One particular issue highlighted in this year’s report is the relationship between multi-polar political narratives and the emergence of divisive political media outlets, contributing to a general erosion of public trust in the news.
“Political polarisation has encouraged the growth of partisan agendas online, which together with clickbait and various forms of misinformation is helping to further undermine trust in media – raising new questions about how to deliver balanced and fair reporting in the digital age,” the report states.
Nevertheless, one of the others findings is the fact that news readers are today turning away from Facebook to receive their news and are instead looking to other platforms, including Instagram, YouTube and WhatsApp.
This reflects a change in the consumption of news, which has in turn led to a migration of disinformation to these platforms as well as a transmutation of fake news from a textual-based medium into more video and photographic material.

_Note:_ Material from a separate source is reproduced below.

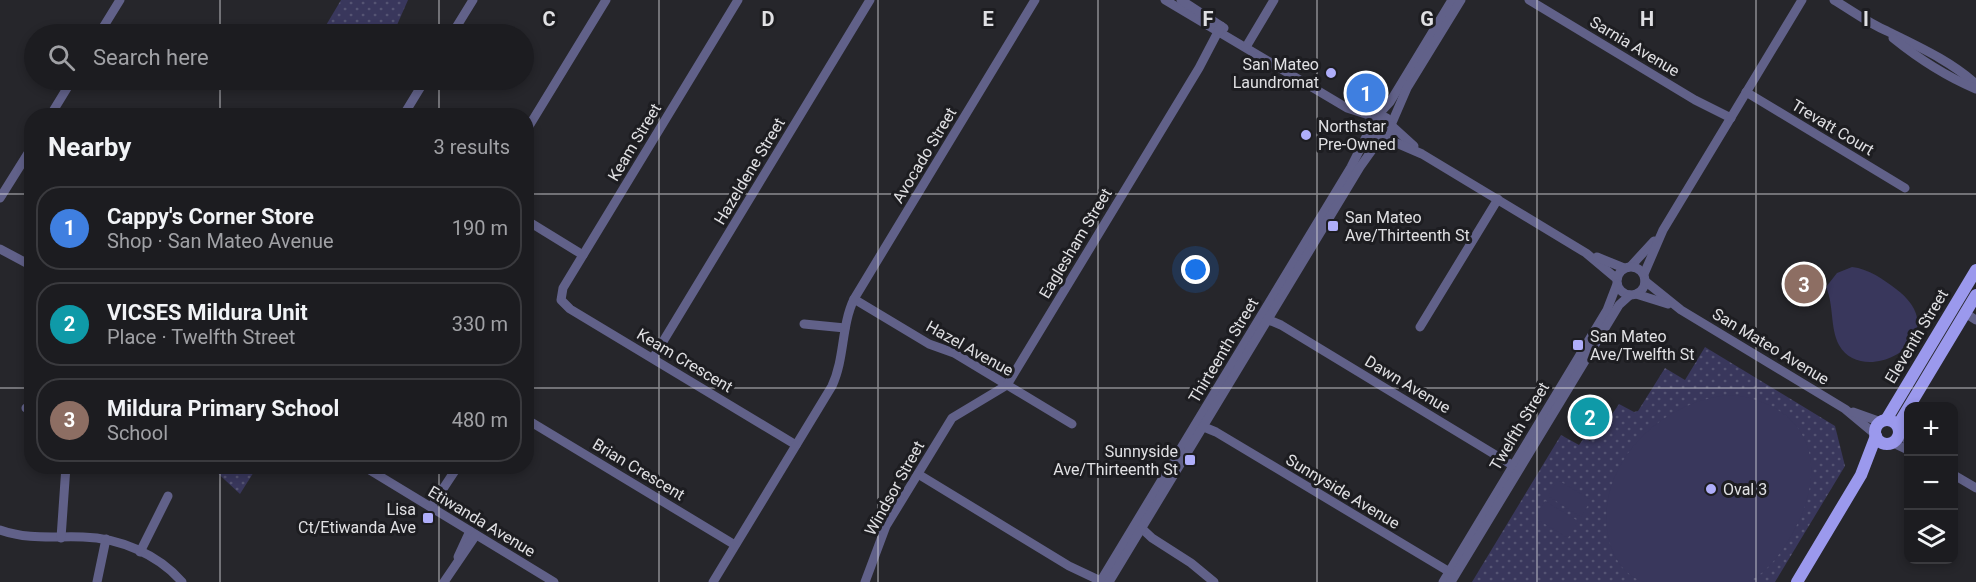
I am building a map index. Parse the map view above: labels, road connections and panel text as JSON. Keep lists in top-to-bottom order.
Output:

This is a trend reflected as part of the Spanish general election campaign earlier this year, in which thousands of citizens received fake news across numerous forms, ranging from rumours about Prime Minister Pedro Sánchez signing a Catalan independence deal, to conspiracies about migrants and propaganda against gay people.
In addition, ahead of the EU election campaign, senior politicians in Germany’s ruling CDU and SPD coalition accused young German YouTube stars of spreading disinformation as a mean to discredit their policy agenda.
The debate reached its apogee, after CDU’s leader, Annegret Kramp-Karrenbauer floated the idea of regulating political expression online, following her party’s diabolic performance in the European polls.
Meanwhile, at this year’s GEN summit, there was no shortage of those who recognised the deterioration of trust that results from a lack of trustworthy news online is an existential threat to the news industry.
John Micklethwait, Editor-in-Chief of Bloomberg, reflected on the many-faceted motives behind disseminating fake news. Speaking at GEN last week, he noted three fundamental forms: state-sponsored fake news, the “world of Vladimir Putin,” secondly, a form regarded as ‘moronic news’ – that is, information which is “plainly idiotic,” sensationalist and fundamentally erroneous, and the third form, “commentary” or opinion often misinterpreted as factual information.
Meanwhile, Olga Yurkova, cofounder of StopFake.org, an independent Ukrainian organisation working to detect and quell the spread of mostly Russian-sponsored fake news, believes that it’s not only about disinformation per se, but about the “promotion of certain narratives” which geopolitical forces attempt to maintain on a daily basis.
This is a view shared by Indian Investigative Journalist Rana Ayyub, who believes that the current trend of news consumption allows regimes to exploit Facebook and Twitter as tools, effectively serving to create “social media governments.”
Such an erosion of factual information available to news readers will ultimately lead to a significant degree of scepticism in the public, Filipino-American journalist Maria Ressa, founder of the online news platform Rappler, said on Saturday, delivering an address at GEN.
“Without facts, you don’t have truth, without truth you don’t have trust,” she said, adding that when social media platforms took over the role of distributing the news, they didn’t take into account the social responsibility often acquainted with news editors as ‘gatekeepers’ of information that should be delivered to the public in transparent and honest ways.